1767-11-28, de Juliana Franziska von Buchwald à Voltaire [François Marie Arouet].

Monsieur

Votre âme aussi sensible que sublime Conoit et sent plus vivement que nul autre toute L'étendüe de mes mortelles douleurs.
Vous parlés mieux à mon Coeur par Les précieuses Larmes et Les régrets dont vous honorés La mémoire de ma souveraine adorée, que ne Le pourroient faire tous Les secours de La philosophie si souvant Combattus et si souvant détruits par un seul sentiment plus fort que mille raisons: je n'ose former des voeux, tous Ceux de mon Coeur onts étés anéantis, mais je ne saurois m'empêcher Cependant de désirer Monsieur et même de désirer avec ardeur, La Conservation d'une éxcistence aussi Belle, aussi nécessaire que La vôtre. Vivés, pour L'honeur de L'humanité, pour La satisfaction de Ceux qui sont dignes de Conoitre votre prix, et pour La Consolation des Coeurs qui vous chérissent. Vous avés fait épprouver au plus infortuné de ces derniers Le charme tout puissant d'intérêsser Le vôtre.
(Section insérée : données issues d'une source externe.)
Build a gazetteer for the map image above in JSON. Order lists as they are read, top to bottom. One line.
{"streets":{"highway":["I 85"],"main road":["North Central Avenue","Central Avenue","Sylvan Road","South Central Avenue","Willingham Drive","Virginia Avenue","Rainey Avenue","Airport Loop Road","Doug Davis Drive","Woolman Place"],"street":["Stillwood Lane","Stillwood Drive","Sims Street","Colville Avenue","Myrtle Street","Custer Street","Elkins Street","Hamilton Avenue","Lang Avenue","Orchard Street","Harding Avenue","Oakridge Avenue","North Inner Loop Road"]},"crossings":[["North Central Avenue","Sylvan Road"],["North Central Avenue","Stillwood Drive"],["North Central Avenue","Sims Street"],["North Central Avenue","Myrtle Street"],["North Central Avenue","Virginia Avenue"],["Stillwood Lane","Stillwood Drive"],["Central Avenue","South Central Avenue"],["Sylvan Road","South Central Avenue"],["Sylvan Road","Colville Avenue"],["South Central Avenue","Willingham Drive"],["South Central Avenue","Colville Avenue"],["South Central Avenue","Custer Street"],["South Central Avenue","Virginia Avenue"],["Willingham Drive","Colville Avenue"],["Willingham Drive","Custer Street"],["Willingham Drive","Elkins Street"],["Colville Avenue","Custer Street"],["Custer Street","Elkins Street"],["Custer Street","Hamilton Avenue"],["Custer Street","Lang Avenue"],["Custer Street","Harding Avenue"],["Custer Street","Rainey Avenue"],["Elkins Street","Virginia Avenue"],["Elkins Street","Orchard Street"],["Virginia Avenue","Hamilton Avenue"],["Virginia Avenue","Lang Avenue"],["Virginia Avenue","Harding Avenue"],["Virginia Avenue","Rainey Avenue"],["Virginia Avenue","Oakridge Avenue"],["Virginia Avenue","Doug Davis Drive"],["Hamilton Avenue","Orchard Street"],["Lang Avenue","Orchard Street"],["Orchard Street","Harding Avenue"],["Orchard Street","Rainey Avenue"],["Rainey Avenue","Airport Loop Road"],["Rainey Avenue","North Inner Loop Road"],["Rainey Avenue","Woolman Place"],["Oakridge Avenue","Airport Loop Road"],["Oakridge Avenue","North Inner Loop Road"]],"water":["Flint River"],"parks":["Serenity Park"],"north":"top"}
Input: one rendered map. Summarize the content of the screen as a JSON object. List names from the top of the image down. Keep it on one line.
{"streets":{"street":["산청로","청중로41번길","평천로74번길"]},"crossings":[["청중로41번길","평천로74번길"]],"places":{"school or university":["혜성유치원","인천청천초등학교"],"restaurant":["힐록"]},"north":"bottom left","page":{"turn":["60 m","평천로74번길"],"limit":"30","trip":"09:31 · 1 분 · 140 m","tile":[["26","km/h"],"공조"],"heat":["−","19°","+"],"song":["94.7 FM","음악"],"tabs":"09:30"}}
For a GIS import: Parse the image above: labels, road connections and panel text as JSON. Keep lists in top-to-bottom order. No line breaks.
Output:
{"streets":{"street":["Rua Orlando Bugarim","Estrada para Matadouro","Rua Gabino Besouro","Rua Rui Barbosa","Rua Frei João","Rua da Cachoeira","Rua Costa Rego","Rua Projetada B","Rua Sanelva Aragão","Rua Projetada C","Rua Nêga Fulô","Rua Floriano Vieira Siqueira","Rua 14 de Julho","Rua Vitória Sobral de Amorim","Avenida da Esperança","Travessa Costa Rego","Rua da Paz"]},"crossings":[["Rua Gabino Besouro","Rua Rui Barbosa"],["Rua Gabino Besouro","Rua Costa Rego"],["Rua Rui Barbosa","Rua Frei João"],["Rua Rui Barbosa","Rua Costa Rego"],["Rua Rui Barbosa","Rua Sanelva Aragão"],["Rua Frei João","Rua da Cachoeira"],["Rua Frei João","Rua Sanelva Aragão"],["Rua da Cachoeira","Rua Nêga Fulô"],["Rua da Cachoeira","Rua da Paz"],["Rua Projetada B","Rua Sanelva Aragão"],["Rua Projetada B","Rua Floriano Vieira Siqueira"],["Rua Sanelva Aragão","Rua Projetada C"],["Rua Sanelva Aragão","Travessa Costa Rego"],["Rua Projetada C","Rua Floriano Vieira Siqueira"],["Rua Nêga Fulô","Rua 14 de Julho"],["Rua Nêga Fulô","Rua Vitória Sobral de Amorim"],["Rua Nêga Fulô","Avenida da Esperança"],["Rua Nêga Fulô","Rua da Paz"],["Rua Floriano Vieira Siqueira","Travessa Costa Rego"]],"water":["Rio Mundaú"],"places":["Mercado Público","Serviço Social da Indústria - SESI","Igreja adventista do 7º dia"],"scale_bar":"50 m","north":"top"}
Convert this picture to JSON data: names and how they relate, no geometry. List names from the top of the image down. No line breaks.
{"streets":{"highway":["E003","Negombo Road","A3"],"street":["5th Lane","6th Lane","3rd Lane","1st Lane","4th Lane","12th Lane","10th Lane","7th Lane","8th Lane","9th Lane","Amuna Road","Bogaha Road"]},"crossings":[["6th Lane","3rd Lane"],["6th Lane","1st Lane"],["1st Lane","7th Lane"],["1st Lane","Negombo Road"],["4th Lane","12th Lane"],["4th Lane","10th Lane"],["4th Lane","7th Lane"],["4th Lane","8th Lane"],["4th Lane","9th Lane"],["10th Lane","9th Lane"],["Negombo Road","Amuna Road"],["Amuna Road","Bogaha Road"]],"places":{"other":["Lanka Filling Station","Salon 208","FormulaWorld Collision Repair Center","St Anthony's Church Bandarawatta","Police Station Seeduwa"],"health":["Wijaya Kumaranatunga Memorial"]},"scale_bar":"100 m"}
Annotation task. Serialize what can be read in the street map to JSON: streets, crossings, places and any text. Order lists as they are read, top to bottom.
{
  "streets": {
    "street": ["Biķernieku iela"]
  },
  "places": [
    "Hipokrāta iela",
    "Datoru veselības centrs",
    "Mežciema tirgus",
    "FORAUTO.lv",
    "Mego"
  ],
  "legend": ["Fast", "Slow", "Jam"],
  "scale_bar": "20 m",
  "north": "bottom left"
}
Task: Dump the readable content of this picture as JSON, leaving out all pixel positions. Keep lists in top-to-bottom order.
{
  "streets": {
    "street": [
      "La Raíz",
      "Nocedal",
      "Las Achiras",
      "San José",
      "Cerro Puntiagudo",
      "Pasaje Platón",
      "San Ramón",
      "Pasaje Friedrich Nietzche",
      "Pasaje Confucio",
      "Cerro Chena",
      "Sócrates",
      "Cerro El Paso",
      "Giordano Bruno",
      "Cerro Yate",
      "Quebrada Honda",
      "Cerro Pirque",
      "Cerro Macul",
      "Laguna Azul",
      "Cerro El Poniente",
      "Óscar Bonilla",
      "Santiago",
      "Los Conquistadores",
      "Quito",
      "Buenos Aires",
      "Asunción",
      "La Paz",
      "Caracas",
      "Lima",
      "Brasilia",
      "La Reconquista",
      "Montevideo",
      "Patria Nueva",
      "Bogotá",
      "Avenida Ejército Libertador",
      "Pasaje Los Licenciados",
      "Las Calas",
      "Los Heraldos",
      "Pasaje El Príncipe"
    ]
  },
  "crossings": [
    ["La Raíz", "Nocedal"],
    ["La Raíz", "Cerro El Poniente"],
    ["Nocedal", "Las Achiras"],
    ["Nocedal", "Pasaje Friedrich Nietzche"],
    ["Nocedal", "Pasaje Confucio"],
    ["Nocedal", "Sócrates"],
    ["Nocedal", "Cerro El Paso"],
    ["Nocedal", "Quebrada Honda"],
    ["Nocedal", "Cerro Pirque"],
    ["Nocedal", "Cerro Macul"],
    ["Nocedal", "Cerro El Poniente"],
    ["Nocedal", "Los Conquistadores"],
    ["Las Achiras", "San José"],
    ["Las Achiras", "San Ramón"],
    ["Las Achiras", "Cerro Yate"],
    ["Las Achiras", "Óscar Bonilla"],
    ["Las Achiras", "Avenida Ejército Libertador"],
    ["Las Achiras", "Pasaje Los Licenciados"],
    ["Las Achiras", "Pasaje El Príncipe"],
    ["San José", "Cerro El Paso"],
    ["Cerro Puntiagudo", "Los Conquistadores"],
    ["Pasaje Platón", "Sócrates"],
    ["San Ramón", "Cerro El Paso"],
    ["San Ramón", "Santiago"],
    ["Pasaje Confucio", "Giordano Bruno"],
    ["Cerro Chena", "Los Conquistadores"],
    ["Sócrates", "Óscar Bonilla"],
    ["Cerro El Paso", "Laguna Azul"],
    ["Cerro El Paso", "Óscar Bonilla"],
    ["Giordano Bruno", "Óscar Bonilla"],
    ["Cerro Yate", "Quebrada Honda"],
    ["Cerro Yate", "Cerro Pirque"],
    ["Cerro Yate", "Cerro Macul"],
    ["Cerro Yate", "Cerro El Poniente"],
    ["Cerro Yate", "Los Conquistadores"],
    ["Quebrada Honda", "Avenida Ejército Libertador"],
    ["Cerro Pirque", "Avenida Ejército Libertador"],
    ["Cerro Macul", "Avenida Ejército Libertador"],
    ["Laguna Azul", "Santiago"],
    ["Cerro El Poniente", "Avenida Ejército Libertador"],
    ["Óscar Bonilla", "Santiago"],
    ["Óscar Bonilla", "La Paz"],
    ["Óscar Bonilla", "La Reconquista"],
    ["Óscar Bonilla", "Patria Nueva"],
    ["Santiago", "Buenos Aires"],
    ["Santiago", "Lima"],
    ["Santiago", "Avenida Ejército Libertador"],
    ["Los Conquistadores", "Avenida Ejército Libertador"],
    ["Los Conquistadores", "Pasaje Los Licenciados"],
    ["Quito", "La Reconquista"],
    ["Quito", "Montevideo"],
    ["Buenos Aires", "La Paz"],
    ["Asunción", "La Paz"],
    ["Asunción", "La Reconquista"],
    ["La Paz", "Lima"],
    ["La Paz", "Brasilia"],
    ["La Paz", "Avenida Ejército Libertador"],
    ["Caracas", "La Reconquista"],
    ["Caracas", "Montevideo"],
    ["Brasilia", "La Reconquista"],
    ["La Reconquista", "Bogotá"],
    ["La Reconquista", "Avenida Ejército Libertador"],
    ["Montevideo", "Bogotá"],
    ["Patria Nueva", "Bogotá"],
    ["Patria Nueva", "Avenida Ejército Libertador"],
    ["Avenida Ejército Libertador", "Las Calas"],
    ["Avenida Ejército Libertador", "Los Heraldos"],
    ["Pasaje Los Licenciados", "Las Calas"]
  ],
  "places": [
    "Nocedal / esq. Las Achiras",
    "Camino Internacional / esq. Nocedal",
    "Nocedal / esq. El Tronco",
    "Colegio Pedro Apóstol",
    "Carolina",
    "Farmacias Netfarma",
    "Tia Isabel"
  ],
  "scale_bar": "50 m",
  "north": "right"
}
L'inconsolable Epoux de notre chère et imortelle duchesse ainsi que sa famille désolée me chargent Monsieur de vous faire Conoitre Leur vive reconoissance et Les sentimens d'admiration et d'amitié qu'ils partageronts toute Leur vie avec Ceux que vous avoit voués pour toute La sienne, L'épouse adorée, de L'un, et L'illustre et tendre mère des autres. Tous vous Conjuret de Leur Continuer vos bontés: pour moi Monsieur vous m'avés Convaincüe que La mesure du malheur des mortels qui vous sonts Connus devient Celle de L'intérêt et de La généreuse pitié qu'ils vous inspirent. Que ne puis-je aussi vous Convaincre de toute La sensibilité dont je suis pénétrée et de L'atachement inaltérable avec Lequel j'ai L'honeur d'être

Monsieur

Votre très humble et très obéïssante servante

de Buchwald Née de Neuw.

P. S. Que je voudrois encor vous dire de choses! que n'en ai-je La force? Sa Constance, sa fermeté, La paix qui régnoit dans son Coeur vertueux, augmentent Le degré de désolation déjà si généralle et si grande. Non jamais souveraine n'a été pleurée de tous Les Etats de sa Cour et de son païs autant, ni aussi véritablement. Les larmes offusquent mes foibles yeux et mon Coeur ne sait que sentir et mourir.